BRIEF: One line at a time, check the entries below for the word "turn", and copy each line that has it.

[[ THE RECORDS open ]]

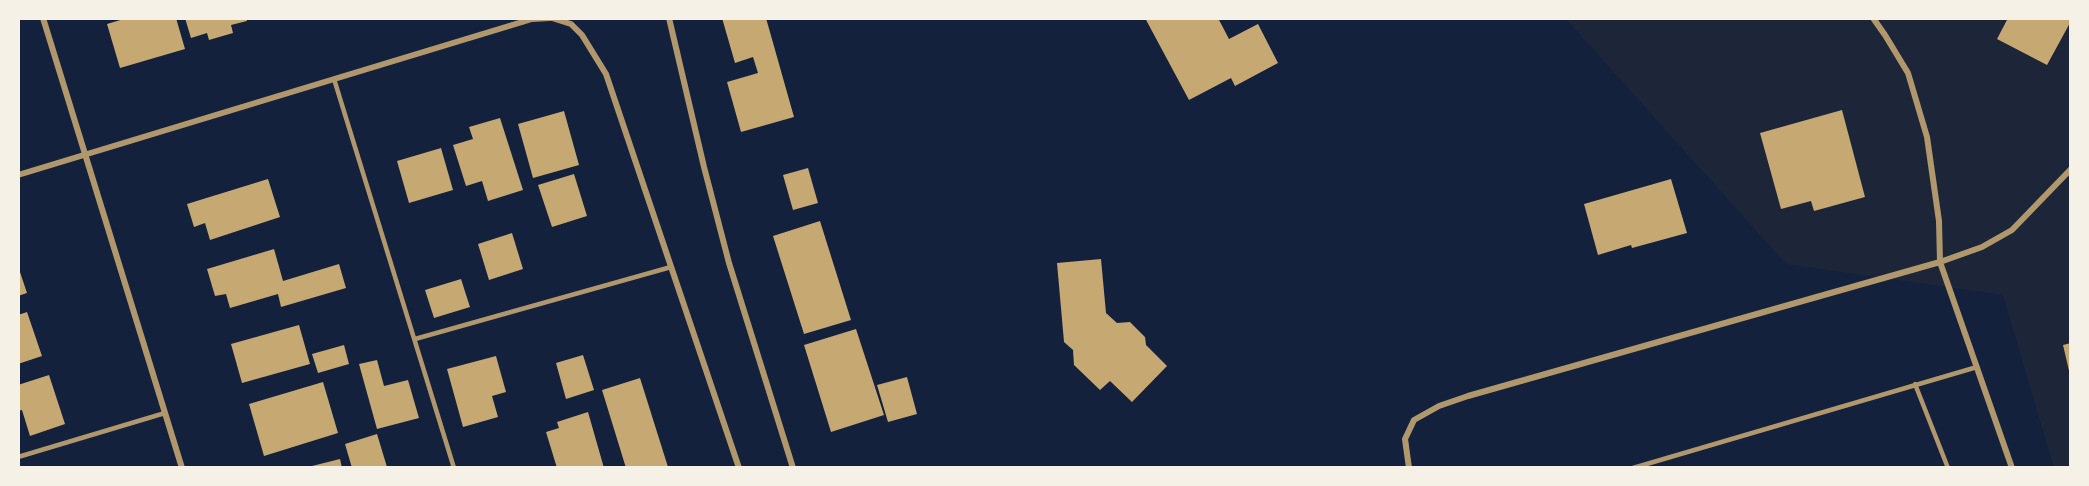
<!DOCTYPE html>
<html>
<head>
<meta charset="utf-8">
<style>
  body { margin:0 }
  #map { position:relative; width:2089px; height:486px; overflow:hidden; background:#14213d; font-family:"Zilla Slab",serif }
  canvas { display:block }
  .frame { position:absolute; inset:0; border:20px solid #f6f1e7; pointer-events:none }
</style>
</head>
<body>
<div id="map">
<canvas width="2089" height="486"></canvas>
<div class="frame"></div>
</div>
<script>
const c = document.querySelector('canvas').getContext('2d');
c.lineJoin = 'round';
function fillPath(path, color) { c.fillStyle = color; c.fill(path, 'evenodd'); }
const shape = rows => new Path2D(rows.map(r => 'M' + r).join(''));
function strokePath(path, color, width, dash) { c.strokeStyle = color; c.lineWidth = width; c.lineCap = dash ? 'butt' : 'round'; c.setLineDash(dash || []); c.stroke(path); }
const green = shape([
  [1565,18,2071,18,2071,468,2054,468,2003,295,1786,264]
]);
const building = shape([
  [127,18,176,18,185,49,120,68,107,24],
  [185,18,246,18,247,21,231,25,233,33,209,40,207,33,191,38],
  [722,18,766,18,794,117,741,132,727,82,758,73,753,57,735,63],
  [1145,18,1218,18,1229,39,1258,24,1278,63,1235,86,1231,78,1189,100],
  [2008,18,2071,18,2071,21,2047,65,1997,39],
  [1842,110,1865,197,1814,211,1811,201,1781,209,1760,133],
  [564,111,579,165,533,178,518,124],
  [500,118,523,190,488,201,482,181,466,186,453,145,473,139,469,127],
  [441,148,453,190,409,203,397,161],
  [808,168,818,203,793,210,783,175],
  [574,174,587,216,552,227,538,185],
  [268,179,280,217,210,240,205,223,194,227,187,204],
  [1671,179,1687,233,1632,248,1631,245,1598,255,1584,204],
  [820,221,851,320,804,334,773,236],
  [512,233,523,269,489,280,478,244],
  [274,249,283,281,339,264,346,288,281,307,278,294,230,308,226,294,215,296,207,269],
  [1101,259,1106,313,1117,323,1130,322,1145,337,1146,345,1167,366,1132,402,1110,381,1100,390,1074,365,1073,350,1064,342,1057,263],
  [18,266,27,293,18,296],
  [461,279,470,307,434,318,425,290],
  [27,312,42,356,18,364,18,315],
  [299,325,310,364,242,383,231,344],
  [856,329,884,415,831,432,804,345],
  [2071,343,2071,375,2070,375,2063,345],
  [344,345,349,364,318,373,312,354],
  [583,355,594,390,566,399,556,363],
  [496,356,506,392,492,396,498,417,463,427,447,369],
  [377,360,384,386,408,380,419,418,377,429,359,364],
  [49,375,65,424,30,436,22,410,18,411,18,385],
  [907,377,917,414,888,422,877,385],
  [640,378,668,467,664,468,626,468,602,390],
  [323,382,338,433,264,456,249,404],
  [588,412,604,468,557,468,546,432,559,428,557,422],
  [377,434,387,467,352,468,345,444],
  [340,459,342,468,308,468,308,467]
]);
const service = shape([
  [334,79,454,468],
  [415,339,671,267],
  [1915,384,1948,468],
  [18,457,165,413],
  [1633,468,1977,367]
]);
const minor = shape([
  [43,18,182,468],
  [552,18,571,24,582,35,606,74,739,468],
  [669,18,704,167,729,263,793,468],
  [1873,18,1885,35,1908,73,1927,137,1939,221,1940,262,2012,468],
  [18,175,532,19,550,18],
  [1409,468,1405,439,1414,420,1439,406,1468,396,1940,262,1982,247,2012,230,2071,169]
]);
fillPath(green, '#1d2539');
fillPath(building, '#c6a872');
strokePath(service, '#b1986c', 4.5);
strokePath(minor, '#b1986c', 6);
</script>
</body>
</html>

[[ THE RECORDS closed ]]
[[ THE RECORDS open ]]

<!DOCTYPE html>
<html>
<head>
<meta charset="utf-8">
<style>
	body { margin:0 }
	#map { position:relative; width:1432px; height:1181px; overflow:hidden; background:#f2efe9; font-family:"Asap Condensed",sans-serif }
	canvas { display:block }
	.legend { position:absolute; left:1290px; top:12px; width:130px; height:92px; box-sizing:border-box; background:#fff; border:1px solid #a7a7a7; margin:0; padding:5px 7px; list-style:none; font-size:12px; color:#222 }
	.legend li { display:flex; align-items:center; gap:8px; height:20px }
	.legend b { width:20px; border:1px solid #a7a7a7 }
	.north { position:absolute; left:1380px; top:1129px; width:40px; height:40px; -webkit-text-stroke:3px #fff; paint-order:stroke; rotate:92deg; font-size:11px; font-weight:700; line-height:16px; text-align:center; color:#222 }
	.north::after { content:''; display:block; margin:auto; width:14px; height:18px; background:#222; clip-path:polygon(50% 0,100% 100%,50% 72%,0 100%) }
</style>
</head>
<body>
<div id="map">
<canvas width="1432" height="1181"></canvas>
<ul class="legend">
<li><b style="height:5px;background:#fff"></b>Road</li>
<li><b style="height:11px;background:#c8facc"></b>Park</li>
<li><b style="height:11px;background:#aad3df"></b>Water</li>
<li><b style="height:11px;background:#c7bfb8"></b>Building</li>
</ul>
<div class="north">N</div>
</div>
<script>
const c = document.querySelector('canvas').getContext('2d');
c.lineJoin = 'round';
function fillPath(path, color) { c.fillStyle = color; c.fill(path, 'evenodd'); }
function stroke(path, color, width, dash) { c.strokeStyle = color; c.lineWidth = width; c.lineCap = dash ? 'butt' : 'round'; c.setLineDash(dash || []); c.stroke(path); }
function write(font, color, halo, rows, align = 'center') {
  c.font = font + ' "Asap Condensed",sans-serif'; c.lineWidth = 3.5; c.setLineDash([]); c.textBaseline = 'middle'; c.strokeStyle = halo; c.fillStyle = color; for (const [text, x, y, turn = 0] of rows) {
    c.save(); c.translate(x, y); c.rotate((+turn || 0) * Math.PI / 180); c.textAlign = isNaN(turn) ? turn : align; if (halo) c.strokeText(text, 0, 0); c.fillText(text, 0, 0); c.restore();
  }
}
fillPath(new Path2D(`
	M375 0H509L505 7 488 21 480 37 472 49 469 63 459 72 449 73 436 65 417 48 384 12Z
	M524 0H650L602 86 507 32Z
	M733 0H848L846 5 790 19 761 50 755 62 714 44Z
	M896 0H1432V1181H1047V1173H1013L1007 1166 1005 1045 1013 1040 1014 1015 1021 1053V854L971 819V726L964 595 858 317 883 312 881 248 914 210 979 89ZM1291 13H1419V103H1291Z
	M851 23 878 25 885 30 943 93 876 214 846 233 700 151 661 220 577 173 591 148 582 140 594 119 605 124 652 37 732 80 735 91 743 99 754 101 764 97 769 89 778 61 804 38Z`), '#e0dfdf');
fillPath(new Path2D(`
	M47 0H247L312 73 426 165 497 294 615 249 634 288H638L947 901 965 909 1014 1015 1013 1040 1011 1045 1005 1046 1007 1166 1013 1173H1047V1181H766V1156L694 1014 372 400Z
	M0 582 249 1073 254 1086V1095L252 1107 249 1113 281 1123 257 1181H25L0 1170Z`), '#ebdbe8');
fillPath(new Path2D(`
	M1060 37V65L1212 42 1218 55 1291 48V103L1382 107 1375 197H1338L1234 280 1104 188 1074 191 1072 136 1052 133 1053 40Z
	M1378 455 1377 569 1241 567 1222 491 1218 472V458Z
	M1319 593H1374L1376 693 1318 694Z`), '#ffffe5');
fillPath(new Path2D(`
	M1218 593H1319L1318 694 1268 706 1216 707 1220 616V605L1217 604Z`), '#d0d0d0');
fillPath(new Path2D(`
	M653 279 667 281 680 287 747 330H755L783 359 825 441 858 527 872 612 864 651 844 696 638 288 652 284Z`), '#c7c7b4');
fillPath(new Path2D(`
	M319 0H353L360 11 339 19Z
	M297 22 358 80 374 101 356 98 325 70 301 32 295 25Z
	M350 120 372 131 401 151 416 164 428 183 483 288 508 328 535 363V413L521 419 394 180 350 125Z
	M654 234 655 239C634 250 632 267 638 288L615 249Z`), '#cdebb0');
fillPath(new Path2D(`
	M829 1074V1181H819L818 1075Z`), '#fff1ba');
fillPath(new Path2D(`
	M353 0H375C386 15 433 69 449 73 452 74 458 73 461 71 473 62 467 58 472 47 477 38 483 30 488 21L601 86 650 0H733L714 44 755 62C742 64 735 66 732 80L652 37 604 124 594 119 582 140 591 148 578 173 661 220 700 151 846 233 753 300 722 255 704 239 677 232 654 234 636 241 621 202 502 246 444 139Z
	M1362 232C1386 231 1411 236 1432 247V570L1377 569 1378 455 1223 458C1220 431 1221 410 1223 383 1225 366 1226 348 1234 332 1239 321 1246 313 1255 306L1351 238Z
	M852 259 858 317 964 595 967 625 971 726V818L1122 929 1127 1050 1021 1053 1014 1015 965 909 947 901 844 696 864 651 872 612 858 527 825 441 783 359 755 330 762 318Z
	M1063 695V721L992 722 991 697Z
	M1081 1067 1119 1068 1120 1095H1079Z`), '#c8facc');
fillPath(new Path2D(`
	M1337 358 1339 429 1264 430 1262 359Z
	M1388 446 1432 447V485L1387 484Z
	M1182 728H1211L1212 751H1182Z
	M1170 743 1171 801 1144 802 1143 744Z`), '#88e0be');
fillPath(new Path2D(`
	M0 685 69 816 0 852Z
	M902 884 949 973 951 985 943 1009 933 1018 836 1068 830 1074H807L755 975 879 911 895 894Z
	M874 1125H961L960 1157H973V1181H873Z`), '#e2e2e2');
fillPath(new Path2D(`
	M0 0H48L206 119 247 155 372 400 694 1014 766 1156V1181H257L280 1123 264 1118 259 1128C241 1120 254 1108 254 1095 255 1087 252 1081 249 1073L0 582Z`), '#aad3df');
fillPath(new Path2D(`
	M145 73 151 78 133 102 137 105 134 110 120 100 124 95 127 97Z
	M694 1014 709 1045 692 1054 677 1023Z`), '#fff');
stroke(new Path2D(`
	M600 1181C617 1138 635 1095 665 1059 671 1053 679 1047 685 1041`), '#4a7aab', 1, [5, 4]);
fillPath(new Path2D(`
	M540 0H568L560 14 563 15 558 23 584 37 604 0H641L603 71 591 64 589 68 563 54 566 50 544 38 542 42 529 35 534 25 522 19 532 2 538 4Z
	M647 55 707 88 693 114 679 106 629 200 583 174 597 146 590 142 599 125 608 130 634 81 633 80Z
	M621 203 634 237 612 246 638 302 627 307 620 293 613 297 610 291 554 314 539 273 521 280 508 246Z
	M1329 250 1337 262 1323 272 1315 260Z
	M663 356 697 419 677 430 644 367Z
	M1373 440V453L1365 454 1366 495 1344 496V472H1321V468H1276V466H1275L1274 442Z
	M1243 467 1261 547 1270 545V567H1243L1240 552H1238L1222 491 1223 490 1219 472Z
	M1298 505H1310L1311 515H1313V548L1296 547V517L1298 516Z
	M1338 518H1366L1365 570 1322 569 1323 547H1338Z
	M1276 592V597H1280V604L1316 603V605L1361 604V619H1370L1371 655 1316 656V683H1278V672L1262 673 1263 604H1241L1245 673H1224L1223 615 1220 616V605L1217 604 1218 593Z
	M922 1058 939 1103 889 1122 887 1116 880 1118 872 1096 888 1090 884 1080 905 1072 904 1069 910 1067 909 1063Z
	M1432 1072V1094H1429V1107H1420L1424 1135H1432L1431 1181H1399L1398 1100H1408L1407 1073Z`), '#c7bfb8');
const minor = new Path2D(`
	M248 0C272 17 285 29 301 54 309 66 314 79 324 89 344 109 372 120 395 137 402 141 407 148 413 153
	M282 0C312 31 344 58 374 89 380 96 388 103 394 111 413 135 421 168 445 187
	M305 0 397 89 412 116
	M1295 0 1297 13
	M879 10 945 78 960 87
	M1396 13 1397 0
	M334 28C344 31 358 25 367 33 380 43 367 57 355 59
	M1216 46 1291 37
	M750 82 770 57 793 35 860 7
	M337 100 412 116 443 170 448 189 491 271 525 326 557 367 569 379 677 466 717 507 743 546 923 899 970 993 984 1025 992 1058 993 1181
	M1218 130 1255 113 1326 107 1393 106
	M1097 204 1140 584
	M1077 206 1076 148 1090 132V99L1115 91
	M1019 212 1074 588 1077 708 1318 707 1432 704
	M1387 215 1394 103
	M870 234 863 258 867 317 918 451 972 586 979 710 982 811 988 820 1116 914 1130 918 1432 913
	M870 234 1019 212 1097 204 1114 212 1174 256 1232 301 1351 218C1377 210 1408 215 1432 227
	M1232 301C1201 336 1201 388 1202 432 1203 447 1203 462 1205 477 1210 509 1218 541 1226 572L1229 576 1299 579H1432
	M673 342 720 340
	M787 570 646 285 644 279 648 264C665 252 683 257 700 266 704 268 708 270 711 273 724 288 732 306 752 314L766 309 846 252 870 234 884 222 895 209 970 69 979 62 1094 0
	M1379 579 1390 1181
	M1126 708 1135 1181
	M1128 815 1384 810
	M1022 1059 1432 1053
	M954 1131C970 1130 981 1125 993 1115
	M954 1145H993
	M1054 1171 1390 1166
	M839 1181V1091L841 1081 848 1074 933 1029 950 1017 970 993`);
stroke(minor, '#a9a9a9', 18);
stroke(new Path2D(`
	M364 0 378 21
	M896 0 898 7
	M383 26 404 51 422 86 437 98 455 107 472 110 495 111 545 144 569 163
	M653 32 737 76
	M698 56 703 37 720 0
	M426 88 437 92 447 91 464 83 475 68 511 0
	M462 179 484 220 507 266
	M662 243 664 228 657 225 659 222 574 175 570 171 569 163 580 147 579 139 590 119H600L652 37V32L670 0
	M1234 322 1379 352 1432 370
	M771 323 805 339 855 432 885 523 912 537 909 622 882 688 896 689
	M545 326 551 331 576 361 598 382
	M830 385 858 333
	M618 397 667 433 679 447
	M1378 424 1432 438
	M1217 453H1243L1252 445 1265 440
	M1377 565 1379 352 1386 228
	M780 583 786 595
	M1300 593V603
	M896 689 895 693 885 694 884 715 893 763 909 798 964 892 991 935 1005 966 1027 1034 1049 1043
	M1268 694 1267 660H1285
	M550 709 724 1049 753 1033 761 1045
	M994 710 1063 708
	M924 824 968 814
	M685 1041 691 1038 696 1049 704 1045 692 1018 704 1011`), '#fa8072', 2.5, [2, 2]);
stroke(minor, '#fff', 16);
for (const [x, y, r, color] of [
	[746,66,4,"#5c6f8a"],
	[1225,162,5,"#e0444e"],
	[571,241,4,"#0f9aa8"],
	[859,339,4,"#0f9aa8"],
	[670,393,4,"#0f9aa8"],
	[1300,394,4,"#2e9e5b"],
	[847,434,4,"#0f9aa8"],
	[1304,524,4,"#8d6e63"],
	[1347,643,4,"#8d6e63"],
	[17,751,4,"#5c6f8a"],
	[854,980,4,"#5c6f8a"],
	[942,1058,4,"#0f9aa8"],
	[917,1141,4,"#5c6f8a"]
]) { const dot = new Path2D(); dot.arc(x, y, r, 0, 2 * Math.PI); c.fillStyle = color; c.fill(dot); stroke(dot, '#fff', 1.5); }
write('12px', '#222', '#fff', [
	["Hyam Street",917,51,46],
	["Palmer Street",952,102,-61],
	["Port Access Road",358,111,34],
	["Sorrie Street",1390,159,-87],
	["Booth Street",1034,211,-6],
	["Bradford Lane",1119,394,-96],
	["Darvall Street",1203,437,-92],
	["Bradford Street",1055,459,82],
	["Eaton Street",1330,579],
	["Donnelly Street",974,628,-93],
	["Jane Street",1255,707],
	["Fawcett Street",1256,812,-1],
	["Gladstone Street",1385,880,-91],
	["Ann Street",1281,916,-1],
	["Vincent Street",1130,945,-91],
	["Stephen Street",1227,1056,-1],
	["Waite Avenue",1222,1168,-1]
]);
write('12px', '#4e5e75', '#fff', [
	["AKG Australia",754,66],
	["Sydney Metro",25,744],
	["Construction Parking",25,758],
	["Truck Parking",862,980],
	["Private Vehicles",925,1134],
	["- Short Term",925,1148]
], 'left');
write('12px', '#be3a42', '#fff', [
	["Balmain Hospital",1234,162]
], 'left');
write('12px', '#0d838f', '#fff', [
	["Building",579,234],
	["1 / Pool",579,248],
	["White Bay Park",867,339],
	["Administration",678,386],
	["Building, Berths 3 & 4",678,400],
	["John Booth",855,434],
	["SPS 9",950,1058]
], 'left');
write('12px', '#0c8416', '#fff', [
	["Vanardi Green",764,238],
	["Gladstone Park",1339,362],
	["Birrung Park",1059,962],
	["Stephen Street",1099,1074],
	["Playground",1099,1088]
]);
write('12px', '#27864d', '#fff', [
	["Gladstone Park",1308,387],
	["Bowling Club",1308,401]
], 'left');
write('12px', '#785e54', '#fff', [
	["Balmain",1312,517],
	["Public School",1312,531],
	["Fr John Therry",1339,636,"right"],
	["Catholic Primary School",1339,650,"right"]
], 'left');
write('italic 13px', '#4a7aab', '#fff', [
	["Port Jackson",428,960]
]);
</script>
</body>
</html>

[[ THE RECORDS closed ]]

SOLUTION TO THIS EXERCISE:
  c.font = font + ' "Asap Condensed",sans-serif'; c.lineWidth = 3.5; c.setLineDash([]); c.textBaseline = 'middle'; c.strokeStyle = halo; c.fillStyle = color; for (const [text, x, y, turn = 0] of rows) {
    c.save(); c.translate(x, y); c.rotate((+turn || 0) * Math.PI / 180); c.textAlign = isNaN(turn) ? turn : align; if (halo) c.strokeText(text, 0, 0); c.fillText(text, 0, 0); c.restore();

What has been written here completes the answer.